Collected data entries
┌──
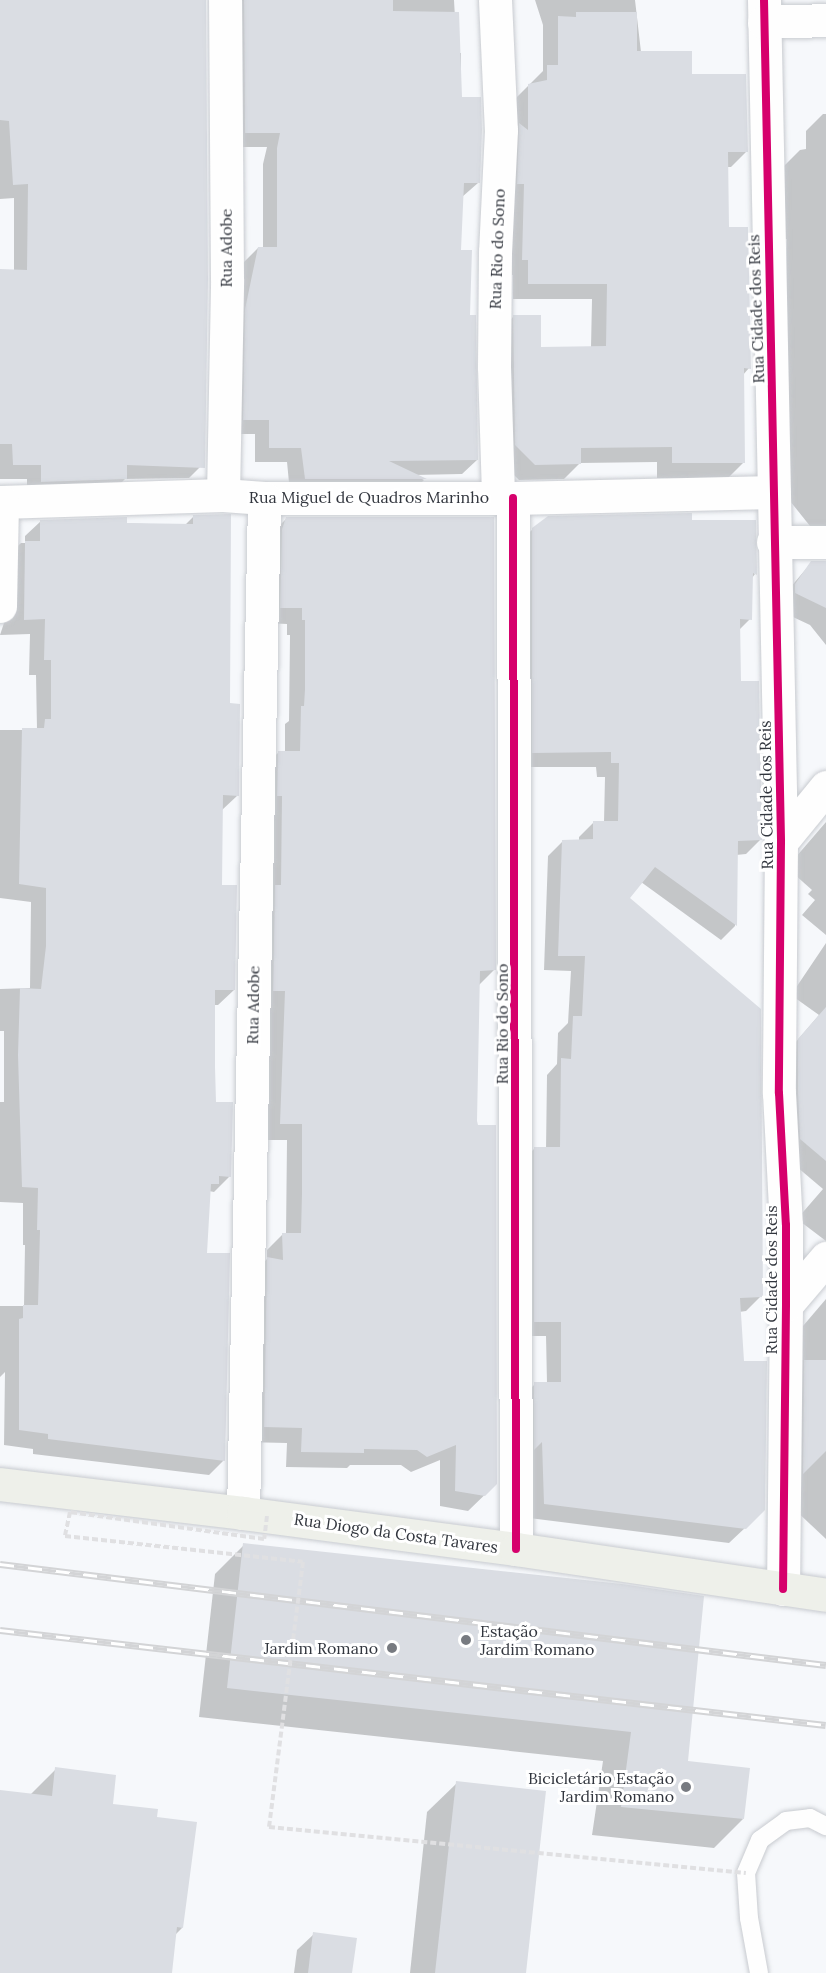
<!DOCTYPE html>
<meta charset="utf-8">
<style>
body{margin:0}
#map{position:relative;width:826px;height:1973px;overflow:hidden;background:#f6f8fb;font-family:Lora,serif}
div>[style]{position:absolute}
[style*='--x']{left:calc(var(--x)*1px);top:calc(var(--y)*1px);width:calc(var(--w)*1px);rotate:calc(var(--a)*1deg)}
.shadow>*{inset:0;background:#0003}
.building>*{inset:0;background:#dadde3}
.roads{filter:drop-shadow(0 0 2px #c8cbd0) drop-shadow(0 0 2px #c8cbd0)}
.lane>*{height:18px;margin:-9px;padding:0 9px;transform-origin:9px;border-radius:9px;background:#fefefe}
.street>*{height:33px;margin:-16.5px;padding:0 16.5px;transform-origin:16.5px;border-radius:16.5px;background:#fefefe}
.secondary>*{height:33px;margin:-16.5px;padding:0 16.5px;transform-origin:16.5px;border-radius:16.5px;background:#eef0ea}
.rail>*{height:7px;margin-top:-3.5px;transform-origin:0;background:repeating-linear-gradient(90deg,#fff 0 14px,#d3d4d6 0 28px);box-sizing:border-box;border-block:2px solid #d3d4d6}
.path-bridge>*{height:4px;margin-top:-2px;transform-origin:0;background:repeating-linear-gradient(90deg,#e0e0e2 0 6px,transparent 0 9px)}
.cycleway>*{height:8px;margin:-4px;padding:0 4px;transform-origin:4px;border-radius:4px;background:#d6006c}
.dots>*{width:16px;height:16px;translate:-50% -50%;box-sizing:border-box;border:3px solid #fff;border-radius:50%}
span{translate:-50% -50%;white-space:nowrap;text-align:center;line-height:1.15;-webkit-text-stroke:6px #fff;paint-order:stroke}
.street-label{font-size:16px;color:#32363e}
.poi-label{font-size:16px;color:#32363e}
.left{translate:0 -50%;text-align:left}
.right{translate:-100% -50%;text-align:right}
</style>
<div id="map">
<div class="shadow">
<div style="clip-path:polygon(0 0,205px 0,203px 464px,189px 478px,125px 479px,111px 493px,27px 496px,27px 479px,0 479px,0 271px,14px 271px,14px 198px,0 199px)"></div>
<div style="clip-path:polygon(222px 0,454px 0,457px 53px,461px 53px,461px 99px,478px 183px,462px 197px,460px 251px,468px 316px,477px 460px,462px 474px,414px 475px,424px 480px,411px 493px,290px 493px,287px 462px,255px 462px,255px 434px,229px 434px,231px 325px,243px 263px,258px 248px,263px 248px,263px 164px,267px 147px,231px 147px)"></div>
<div style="clip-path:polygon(535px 0,635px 0,641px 52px,691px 75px,747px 151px,731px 167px,726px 167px,727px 228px,749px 368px,743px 375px,744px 462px,728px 478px,657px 478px,657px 462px,580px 463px,564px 479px,519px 480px,500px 461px,498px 332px,514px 316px,540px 348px,591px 347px,592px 299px,513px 299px,513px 275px,507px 275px,513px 101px,543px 71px,543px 25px)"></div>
<div style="clip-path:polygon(823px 114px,826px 114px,826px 546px,786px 496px,784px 388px,787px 239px,783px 239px,783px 167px,800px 150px,806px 149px,806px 131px)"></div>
<div style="clip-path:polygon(194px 516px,228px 704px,238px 795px,221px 811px,220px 886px,234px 990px,218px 1005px,214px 1005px,215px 1103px,230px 1176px,214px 1192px,209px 1191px,206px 1254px,224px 1460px,209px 1475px,33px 1454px,33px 1449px,4px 1445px,5px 1372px,0 1377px,0 1306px,24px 1306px,25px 1245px,23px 1245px,23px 1203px,0 1202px,0 1102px,4px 1102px,4px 1031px,0 1031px,0 989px,30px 988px,31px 902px,0 898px,0 730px,37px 730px,36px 675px,29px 675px,30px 634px,0 635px,4px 623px,5px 558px,21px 543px,25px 543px,25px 536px,41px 521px,185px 525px)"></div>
<div style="clip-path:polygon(287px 518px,494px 970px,478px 986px,475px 1121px,496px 1484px,468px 1511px,440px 1506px,440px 1460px,411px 1472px,401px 1465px,350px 1465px,347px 1468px,286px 1467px,287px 1443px,248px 1442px,252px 1275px,267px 1259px,267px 1250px,283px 1234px,286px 1234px,287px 1140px,264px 1140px,262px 768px,278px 753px,285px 753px,285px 724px,289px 721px,290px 635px,287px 635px,287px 624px,265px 623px,271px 534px)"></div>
<div style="clip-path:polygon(690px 522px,755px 574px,752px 578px,750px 619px,739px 630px,739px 683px,761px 839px,746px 854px,736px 855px,735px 926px,721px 940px,641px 882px,628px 898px,761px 1296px,746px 1311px,739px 1312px,742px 1363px,764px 1510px,729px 1543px,529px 1518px,520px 1399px,535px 1384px,547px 1384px,546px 1336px,520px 1336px,519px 1164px,534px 1149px,546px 1149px,547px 1075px,557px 1064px,558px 1033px,568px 1023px,571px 971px,544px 970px,548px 856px,563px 841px,579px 841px,579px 837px,594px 822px,604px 822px,605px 777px,597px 777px,596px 767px,518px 767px,517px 544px,533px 529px)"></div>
<div style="clip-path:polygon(826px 561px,826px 645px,810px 625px,778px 610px,778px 602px,811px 563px)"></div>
<div style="clip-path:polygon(826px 822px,826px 935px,802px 915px,815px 900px,808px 894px,812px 890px,794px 874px,795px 858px)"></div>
<div style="clip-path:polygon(826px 943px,826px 1241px,797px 1219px,823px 1189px,784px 1156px,782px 1058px,819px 1015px,791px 995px)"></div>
<div style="clip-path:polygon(826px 1299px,826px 1539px,793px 1508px,797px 1333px)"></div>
<div style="clip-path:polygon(244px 1545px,622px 1585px,686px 1763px,743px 1819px,714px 1848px,592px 1835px,603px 1761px,199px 1717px,215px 1574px)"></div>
<div style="clip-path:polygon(56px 1769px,111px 1805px,155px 1819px,182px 1928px,175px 1935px,170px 1973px,0 1973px,0 1791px,30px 1795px)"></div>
<div style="clip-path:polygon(457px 1783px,524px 1973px,410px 1973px,427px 1812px)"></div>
<div style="clip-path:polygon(314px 1934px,350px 1973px,294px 1973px,297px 1950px)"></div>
</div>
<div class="building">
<div style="clip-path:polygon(0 0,206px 0,208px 279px,205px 468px,127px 465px,127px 479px,41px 482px,41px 465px,13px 465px,12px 444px,0 444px,0 269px,27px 270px,28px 184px,13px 185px,9px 121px,0 120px)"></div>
<div style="clip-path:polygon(244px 0,393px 0,393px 11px,459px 12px,462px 97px,481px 97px,482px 130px,480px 183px,464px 183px,461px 250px,472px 250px,470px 315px,476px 315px,478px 460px,389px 461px,427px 479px,305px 479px,301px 448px,269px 448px,269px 420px,243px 420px,245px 309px,258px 247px,277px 247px,277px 148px,280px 133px,245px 133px)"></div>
<div style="clip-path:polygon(576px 12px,637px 12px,637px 51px,692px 51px,692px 74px,746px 74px,748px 152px,728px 152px,729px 227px,748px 227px,751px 369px,744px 368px,745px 463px,672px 463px,672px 447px,581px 448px,581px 464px,535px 465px,515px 445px,513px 315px,541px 315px,541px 347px,606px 346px,607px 284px,528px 284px,528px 260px,522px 260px,524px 184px,517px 184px,519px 123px,528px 130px,528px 84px,547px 80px,547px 65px,558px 65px,558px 16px,576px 17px)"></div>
<div style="clip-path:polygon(692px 513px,692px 520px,756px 520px,757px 575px,753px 573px,752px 620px,740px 619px,741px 681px,759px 681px,762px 840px,738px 841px,737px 926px,655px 867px,630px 898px,761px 1009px,763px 1297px,740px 1298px,744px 1361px,767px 1361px,765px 1510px,746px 1529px,544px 1504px,542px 1442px,534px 1450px,534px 1382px,561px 1382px,561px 1322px,534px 1322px,534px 1147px,560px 1147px,561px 1058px,571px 1059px,573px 1016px,582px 1016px,585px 956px,558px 956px,562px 840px,593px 839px,593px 821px,618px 821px,619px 763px,611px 763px,611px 752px,532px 753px,532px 528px,548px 516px)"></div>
<div style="clip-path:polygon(231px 514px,230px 703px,240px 704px,239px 796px,223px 795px,222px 885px,237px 885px,235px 990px,215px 990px,215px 1067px,216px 1102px,233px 1102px,231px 1177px,219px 1176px,219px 1184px,211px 1184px,207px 1253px,230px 1253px,225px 1461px,48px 1439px,48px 1434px,19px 1430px,19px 1319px,23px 1318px,23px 1305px,38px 1305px,40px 1230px,37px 1230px,38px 1188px,22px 1187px,18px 1055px,20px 988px,41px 989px,46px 946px,46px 888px,19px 884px,22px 728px,44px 728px,45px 719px,51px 719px,51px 660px,44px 660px,45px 619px,24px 620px,25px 541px,40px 541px,40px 520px,127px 517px,127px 523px,193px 524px,193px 515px)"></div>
<div style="clip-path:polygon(286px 517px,494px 517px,496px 970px,480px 971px,477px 1121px,478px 1125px,496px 1125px,497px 1484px,485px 1496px,455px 1491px,456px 1445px,427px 1457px,417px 1450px,364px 1449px,364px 1453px,301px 1452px,302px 1428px,264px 1427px,267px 1257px,283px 1260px,282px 1233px,301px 1233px,302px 1193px,302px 1124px,280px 1124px,285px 991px,273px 991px,275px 885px,281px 885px,282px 796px,277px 796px,278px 751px,300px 751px,301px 706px,304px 706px,305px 689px,305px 620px,302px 620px,302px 608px,280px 608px,282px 529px)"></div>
<div style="clip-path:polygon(811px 561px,826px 561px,826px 608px,795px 593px,795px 584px)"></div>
<div style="clip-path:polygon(826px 1007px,826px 1161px,800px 1139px,798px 1093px,798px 1039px)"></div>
<div style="clip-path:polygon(804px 1360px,826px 1360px,826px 1451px,803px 1474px)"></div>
<div style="clip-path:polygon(243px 1543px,622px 1584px,704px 1596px,688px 1761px,750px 1768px,744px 1819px,621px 1807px,631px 1732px,227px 1688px)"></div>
<div style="clip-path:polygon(55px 1767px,116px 1775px,113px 1804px,158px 1809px,157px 1817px,197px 1822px,183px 1928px,177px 1927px,172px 1973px,0 1973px,0 1790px,52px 1796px)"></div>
<div style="clip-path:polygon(456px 1781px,546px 1791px,526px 1973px,435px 1973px)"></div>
<div style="clip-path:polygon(313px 1932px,357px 1938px,352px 1973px,308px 1973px)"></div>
</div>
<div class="roads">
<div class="lane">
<div style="--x:759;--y:1973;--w:56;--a:-100.3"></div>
<div style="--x:749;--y:1918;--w:45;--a:-93.8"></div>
<div style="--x:746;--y:1873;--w:36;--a:-67"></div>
<div style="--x:760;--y:1840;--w:32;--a:-36"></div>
<div style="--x:786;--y:1821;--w:24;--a:-7"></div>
<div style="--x:810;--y:1818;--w:18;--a:27"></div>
</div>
<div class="street">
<div style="--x:495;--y:0;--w:130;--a:87.4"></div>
<div style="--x:501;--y:130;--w:122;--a:92.8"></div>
<div style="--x:495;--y:252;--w:115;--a:90.5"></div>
<div style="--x:494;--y:367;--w:130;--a:88.2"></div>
<div style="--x:764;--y:0;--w:842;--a:88.84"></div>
<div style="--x:781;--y:842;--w:251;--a:90.5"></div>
<div style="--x:779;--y:1093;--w:132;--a:87"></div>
<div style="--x:786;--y:1225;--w:80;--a:90"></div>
<div style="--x:786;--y:1305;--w:284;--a:90.6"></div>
<div style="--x:764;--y:22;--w:62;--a:-1.8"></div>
<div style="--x:223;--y:495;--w:216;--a:-88.9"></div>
<div style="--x:227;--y:279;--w:279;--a:-90.4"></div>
<div style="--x:513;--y:498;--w:1051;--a:89.84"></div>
<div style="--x:0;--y:502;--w:223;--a:-1.8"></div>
<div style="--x:223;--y:495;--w:41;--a:4.2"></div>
<div style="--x:264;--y:498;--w:249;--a:0"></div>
<div style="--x:513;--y:498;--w:261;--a:-1.3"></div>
<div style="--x:773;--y:542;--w:53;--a:0"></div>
<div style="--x:0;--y:606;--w:104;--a:-88.9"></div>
<div style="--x:781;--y:842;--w:71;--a:-50.7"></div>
<div style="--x:786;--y:1305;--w:62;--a:-49.6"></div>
<div style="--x:243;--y:1513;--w:1015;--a:-88.81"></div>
</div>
<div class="secondary">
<div style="--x:0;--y:1484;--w:245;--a:6.8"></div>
<div style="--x:243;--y:1513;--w:275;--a:7.5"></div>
<div style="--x:516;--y:1549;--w:313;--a:8.4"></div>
</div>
</div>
<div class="rail">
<div style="--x:0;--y:1564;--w:832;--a:6.97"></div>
<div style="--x:0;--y:1630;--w:831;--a:6.56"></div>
</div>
<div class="path-bridge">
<div style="--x:267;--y:1516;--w:23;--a:97"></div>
<div style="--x:264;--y:1539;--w:196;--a:-172.1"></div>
<div style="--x:70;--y:1512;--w:25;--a:102"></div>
<div style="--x:65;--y:1536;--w:239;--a:6.2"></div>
<div style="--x:303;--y:1562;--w:267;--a:97.3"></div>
<div style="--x:269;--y:1827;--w:479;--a:5.5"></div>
</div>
<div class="cycleway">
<div style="--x:764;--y:0;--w:842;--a:88.84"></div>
<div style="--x:781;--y:842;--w:251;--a:90.5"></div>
<div style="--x:779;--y:1093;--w:132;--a:87"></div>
<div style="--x:786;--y:1225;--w:80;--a:90"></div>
<div style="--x:786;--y:1305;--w:284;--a:90.6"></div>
<div style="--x:513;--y:498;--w:1051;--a:89.84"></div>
</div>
<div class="dots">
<div style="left:466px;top:1640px;background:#777a80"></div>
<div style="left:392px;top:1648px;background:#777a80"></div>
<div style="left:686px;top:1787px;background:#777a80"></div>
</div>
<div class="street-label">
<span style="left:226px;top:248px;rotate:-90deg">Rua Adobe</span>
<span style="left:497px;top:249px;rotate:-88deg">Rua Rio do Sono</span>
<span style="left:756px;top:309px;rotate:-92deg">Rua Cidade dos Reis</span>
<span style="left:369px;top:497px">Rua Miguel de Quadros Marinho</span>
<span style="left:766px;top:795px;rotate:-91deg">Rua Cidade dos Reis</span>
<span style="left:253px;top:1005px;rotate:-89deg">Rua Adobe</span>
<span style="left:502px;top:1024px;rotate:-90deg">Rua Rio do Sono</span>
<span style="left:771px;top:1280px;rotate:-90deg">Rua Cidade dos Reis</span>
<span style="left:396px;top:1533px;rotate:8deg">Rua Diogo da Costa Tavares</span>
</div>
<div class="poi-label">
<span class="left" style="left:480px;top:1640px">Estação<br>Jardim Romano</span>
<span class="right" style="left:378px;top:1648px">Jardim Romano</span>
<span class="right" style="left:674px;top:1787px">Bicicletário Estação<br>Jardim Romano</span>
</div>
</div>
└──
• _TASK INSTRUCTIONS_
For the records above, tally the lines in which "position" appears, and give the number by itself.

• _TASK RESPONSE_
2